Vahşeti "pompa"layan rezalet!..

9 Kasım 2018 günü bu köşede, "Cinayet, pervasızlık ve kurtlar vadisi" başlıklı bir yazı vardı... Yakınları sokaklardaki şiddete kurban giden onbinlerce ailenin çığlığını da yansıtıyordu o yazı...

Neden yazılmıştı o yazı biliyor musunuz; çünkü Mert Can Karagöz adlı "16" yaşındaki bir "lise" öğrencisi, okulda tartıştığı aynı yaştaki bir arkadaşı tarafından sokak ortasında pompalı tüfekle, hem de sırtından vurularak katledilmişti!.. İşte o gün şu satırlar da vardı bu köşede;

"Nereden bakarsanız bakın, sinsi bir vahşeti gösteren bu saldırı, büyük şehirlerin mafyatik kalleşliğinde bir insanı hem de arkadan vurma alçaklığının şimdilik son örneği... 'İntikam' hırsıyla hareket eden saldırgan nereden bulduğu bilinmeyen bir pompalı tüfekle okul arkadaşını arkadan vurup öldürecek kadar kin beslemiş içinde!.. Basının olayı yansıtma şekline göre, sıradan sayılan bu vahşice cinayetin perde gerisinde sorgulanması gereken o kadar sosyolojik konu var ki?.. Basit okul kavgalarına ne zamandan beri 'pompalı' bulaşıyor?.. Ve en önemlisi de bir lise öğrencisi, 'pompalı' denilen o silahı tıpkı mantar tabancası satın alır gibi kolayca, nereden, kimlerden buluyor?.."

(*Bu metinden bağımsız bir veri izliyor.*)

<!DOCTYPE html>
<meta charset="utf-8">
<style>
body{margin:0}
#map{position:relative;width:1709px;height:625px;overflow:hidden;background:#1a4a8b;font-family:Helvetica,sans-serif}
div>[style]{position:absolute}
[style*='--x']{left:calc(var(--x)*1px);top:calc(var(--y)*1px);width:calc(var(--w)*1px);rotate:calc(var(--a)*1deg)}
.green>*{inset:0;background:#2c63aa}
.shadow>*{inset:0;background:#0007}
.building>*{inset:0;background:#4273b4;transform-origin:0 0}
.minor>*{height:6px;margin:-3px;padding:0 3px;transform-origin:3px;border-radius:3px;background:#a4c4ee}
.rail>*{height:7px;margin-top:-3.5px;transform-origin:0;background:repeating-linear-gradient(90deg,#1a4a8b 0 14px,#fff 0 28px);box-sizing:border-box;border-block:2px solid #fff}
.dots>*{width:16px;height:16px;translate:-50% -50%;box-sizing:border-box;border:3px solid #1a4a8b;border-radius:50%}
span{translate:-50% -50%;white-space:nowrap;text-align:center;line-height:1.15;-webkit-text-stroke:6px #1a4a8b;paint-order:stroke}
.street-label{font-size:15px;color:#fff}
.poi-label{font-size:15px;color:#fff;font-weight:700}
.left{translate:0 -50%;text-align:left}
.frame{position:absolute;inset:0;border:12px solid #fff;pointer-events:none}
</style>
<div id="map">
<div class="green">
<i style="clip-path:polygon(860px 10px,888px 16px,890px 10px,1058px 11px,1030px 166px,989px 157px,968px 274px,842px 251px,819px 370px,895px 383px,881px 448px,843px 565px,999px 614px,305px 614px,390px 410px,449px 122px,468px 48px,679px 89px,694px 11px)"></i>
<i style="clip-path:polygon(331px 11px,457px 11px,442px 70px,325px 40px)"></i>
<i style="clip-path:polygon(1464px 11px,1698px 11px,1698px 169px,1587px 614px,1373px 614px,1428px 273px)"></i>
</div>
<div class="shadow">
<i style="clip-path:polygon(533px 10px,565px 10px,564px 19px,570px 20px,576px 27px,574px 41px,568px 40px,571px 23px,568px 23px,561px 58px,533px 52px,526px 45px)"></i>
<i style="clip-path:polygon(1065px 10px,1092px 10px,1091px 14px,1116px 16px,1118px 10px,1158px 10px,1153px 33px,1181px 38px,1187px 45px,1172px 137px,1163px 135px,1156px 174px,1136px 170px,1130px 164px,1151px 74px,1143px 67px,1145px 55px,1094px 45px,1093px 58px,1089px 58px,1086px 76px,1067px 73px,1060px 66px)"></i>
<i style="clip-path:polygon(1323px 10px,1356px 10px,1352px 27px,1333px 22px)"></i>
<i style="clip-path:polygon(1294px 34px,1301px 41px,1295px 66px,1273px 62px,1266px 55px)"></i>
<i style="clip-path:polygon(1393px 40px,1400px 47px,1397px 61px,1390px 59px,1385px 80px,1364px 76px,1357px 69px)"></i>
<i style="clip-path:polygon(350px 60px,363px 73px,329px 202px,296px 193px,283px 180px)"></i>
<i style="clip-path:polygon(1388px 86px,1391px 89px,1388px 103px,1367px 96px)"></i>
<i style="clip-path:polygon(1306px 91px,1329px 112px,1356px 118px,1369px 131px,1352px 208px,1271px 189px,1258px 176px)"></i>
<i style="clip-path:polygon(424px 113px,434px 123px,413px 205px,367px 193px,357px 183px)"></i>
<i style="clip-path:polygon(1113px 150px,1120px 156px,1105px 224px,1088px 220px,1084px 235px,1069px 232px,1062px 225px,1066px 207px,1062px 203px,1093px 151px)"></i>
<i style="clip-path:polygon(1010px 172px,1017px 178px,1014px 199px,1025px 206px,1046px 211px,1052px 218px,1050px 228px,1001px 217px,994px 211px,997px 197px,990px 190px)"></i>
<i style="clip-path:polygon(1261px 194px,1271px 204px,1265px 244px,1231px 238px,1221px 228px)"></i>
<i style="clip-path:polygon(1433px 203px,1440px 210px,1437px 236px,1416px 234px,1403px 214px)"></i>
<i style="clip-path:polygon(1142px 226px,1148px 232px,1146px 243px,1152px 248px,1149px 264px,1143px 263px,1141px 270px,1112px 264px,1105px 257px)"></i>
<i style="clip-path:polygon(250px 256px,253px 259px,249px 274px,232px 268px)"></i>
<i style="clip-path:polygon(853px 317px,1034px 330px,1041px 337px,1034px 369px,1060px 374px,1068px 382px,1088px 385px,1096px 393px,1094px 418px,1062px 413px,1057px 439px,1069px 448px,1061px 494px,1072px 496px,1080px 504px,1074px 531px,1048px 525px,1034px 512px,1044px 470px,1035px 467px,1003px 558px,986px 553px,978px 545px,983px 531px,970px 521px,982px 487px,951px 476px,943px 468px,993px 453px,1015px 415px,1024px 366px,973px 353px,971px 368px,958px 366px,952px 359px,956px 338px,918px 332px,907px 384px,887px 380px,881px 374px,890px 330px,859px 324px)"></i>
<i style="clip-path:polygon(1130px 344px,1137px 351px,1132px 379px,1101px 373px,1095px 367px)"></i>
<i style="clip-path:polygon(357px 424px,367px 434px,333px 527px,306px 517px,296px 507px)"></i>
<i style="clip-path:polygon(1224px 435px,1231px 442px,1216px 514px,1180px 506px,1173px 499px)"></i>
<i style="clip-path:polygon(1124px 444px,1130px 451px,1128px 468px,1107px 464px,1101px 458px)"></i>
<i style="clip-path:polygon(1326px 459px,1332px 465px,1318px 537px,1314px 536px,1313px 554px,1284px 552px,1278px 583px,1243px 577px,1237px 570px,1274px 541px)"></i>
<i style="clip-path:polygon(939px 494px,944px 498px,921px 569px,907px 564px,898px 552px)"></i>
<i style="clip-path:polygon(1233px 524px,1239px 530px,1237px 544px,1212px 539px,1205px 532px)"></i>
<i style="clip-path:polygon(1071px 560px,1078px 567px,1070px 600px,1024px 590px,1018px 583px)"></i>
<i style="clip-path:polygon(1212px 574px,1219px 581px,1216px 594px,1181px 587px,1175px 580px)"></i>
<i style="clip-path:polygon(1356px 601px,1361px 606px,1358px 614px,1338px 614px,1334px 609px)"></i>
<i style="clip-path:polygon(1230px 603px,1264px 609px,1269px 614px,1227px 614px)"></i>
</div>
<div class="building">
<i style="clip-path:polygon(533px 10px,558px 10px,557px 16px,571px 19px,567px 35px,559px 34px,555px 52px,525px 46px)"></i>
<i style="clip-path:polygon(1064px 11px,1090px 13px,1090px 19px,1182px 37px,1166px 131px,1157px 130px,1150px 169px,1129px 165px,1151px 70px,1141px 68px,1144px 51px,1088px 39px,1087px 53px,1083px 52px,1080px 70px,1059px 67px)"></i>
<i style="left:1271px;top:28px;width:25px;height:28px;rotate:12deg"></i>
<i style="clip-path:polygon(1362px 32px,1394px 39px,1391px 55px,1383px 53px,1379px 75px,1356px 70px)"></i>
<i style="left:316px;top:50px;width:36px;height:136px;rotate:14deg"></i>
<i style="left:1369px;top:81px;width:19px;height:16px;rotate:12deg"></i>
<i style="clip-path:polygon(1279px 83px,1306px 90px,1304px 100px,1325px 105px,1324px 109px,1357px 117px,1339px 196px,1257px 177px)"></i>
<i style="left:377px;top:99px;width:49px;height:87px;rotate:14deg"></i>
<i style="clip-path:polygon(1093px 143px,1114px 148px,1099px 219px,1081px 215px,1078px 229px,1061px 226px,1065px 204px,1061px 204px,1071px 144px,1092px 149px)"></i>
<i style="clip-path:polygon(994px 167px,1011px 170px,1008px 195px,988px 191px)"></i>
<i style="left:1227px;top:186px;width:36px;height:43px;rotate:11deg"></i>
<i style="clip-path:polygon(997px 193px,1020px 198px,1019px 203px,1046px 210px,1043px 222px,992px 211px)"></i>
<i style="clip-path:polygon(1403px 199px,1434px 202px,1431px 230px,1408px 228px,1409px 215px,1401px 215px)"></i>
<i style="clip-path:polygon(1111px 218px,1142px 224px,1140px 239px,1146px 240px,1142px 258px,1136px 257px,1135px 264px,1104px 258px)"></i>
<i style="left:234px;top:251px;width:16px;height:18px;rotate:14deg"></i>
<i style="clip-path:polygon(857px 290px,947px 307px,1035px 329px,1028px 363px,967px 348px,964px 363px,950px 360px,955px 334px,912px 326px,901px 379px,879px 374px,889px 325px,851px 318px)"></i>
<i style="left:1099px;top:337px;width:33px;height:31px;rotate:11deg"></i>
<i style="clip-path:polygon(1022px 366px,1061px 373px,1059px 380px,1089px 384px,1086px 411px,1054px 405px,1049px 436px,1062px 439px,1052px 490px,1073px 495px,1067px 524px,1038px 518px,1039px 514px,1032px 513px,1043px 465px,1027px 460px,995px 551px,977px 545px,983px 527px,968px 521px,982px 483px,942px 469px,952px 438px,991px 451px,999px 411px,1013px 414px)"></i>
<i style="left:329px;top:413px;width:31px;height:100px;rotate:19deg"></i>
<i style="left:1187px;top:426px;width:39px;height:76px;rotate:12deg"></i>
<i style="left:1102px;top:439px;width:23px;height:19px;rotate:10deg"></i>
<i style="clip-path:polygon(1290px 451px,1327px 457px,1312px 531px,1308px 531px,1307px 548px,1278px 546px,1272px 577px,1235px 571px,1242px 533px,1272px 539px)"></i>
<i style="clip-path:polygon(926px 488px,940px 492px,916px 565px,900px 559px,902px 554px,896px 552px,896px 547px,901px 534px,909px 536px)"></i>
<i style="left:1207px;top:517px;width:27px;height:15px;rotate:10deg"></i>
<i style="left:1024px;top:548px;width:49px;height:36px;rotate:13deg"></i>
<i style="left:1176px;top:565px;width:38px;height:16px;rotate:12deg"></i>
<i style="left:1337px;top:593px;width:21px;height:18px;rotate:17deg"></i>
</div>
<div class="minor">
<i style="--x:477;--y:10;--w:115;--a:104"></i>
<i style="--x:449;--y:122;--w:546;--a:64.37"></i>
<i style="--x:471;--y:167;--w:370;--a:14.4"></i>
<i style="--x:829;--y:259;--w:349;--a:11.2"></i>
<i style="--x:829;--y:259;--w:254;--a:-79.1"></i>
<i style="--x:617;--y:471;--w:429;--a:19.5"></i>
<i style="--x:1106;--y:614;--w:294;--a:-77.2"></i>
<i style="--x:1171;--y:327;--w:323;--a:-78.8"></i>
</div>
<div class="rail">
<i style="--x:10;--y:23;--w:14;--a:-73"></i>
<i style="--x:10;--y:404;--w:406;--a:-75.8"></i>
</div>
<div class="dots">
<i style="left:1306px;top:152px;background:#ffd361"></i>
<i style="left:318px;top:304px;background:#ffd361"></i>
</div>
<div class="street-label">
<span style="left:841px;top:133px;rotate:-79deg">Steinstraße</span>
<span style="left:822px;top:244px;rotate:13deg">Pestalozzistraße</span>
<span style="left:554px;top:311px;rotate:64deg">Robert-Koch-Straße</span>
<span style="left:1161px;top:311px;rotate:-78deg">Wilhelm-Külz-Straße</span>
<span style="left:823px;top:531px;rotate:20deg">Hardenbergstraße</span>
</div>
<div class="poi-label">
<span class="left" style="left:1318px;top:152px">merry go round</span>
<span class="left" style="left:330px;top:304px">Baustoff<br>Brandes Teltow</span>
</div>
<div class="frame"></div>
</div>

İki hafta önceki o yazı İçişleri Bakanı Süleyman Soylu'nun yanıtlaması istemiyle şu sorularla devam etmişti;

"Türkiye Cumhuriyeti PKK, FETÖ, uyuşturucu tacirleri ve mafyayla uğraşıyor ama internet sitelerinde, sosyal medya hesaplarında pompalı tüfekleri kolayca pazarlayanlara müdahale edemiyor!.. Nasıl satılıyor ve 15 yaşındaki bir çocuğun eline nasıl ulaşabiliyor bu tür silahlar?.. Silahlanma pervasızlığına göz yumanlar ancak canları yandığında mı bu sorumsuzluğun yol açtığı vahşetleri, dramları, acıları anlayacaklar acaba?.. Onların lisede okuyan çocukları yok mu?.. Nedir bu bireysel silahlanma meselesi ve pompalı pazarındaki pervasızlık?.. Nedir bu, internette silah satma rezaleti?.."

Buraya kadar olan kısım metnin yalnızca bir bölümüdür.